Awan mendung menyelimuti Jombang saat ini, seakan-akan juga ikut merasakan kesedihan seorang gadis yang sedang duduk di taman pondok yang berdekatan dengan Masjid. Gadis tersebut meremas kuat gamis berwarna cream yang digunakan serta menggenggam erat pena beserta buku tulis dan kitabnya, air mata nya tak berhenti mengalir membasahi kedua pipi nya, ia terus terisak sangat larut dalam pada kesedihannya.
“Kenapa harus keluarga Naya Ya Allah?? Kenapaa??!!!. Salah apa keluarga Naya??. Saya selalu patuh terhadap kewajiban yang di perintahkan, Naya selalu berperilaku baik terhadap sesama Naya, tapi kenapa YaAllah,,,, Hiksss Hikss”.
Gadis itu tak lain adalah Naya, ia saat ini sedang kacau dengan kondisinya sendiri.

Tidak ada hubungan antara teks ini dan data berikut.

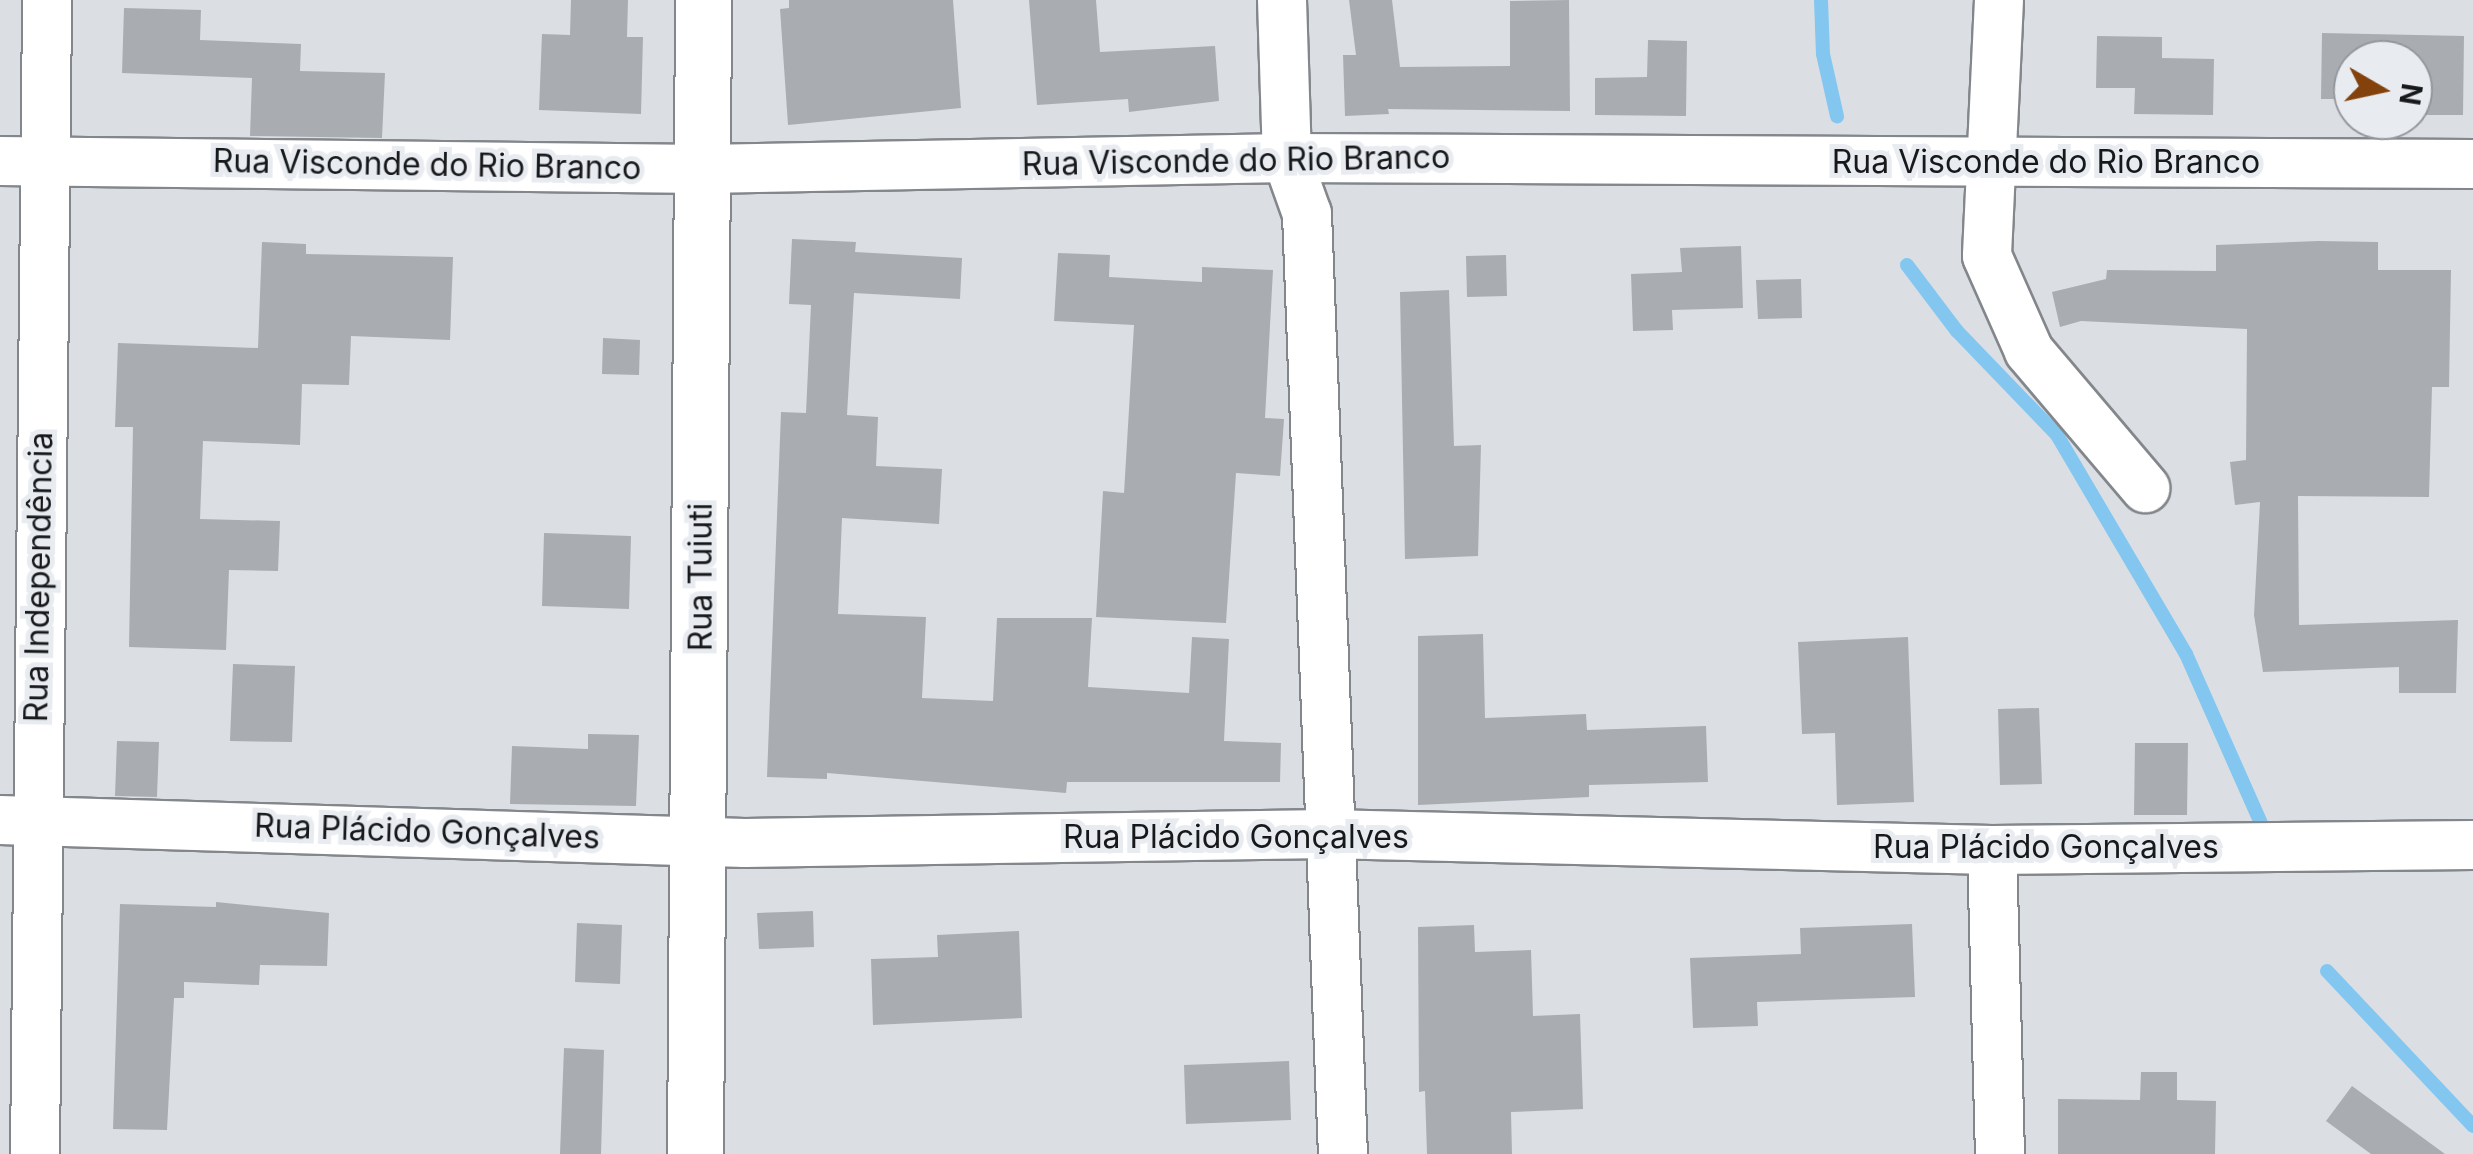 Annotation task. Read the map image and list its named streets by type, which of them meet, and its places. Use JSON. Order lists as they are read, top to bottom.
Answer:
{
  "streets": {
    "main road": ["Rua Tuiuti"],
    "street": ["Rua Visconde do Rio Branco", "Rua Independência", "Rua Plácido Gonçalves"]
  },
  "crossings": [
    ["Rua Visconde do Rio Branco", "Rua Independência"],
    ["Rua Visconde do Rio Branco", "Rua Tuiuti"],
    ["Rua Independência", "Rua Plácido Gonçalves"],
    ["Rua Tuiuti", "Rua Plácido Gonçalves"]
  ],
  "north": "right"
} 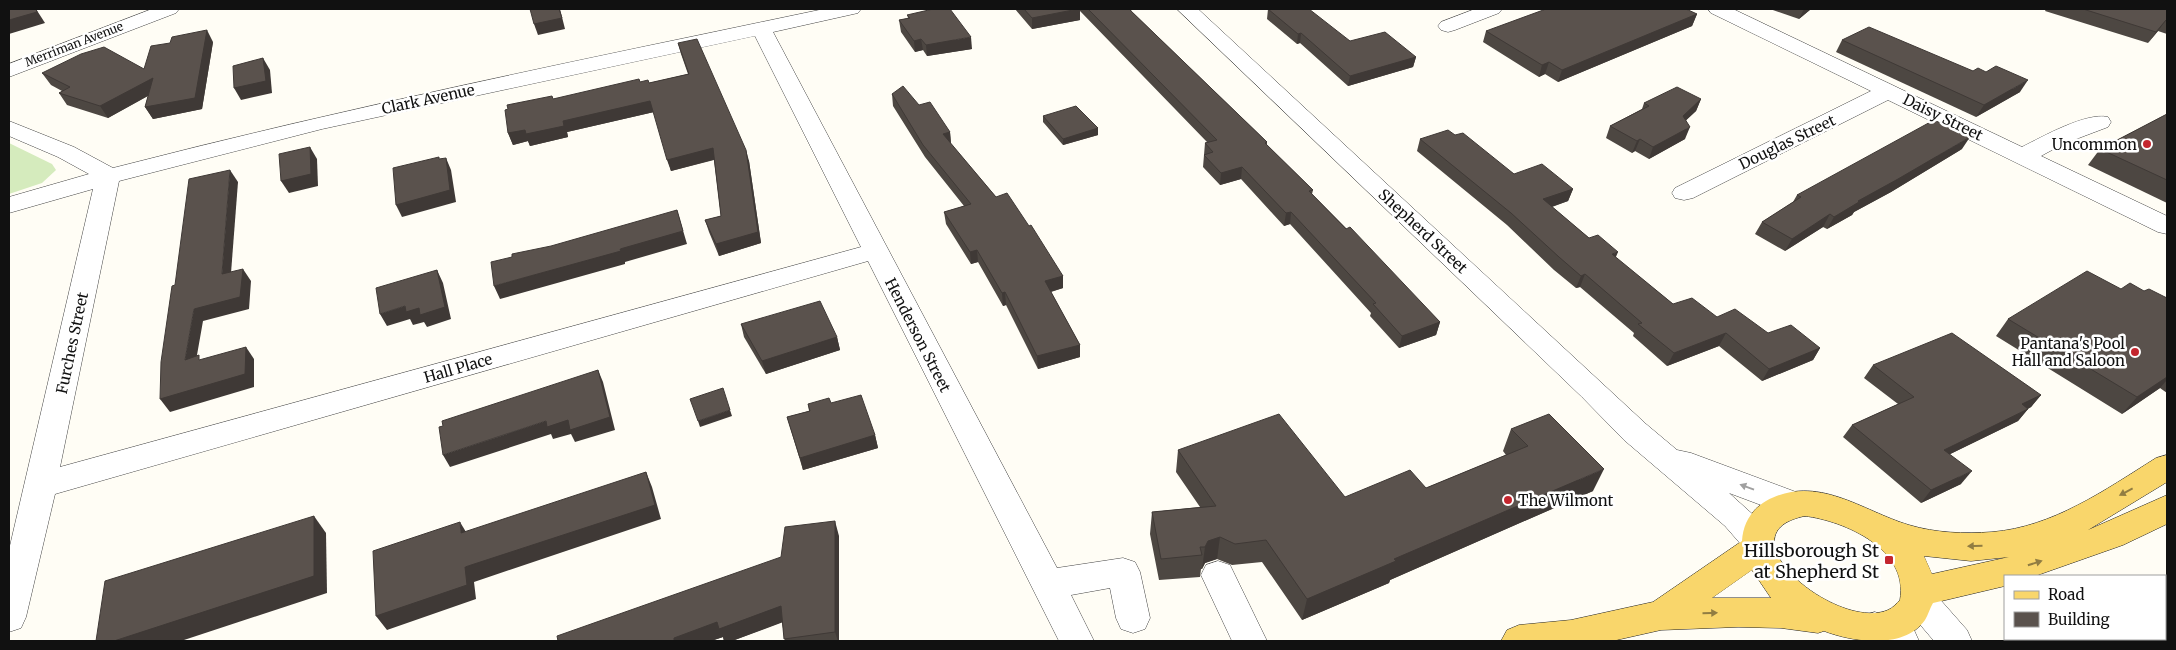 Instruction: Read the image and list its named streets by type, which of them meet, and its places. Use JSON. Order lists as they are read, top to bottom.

Rasanya ia seperti membuka luka lama lagi, tapi kali ini beda. Kali ini luka nya sangat perih dan dalam. Naya kembali kehilangan arah, ia kembali kehilangan kesadarannya menjadi manusia normal, ia kembali kacau dan kalut dengan kesedihannya terlalu dalam.
FLASHBACK,,
“Alhamdulillah udah beres semua nya, sekarang jam 8 pagi jadwal Gus Zai ngajar. Hufff ngeselin”.
“Zai??”.
Tak tahu darimana tiba-tiba Rafa mendengar perkataannya tadi.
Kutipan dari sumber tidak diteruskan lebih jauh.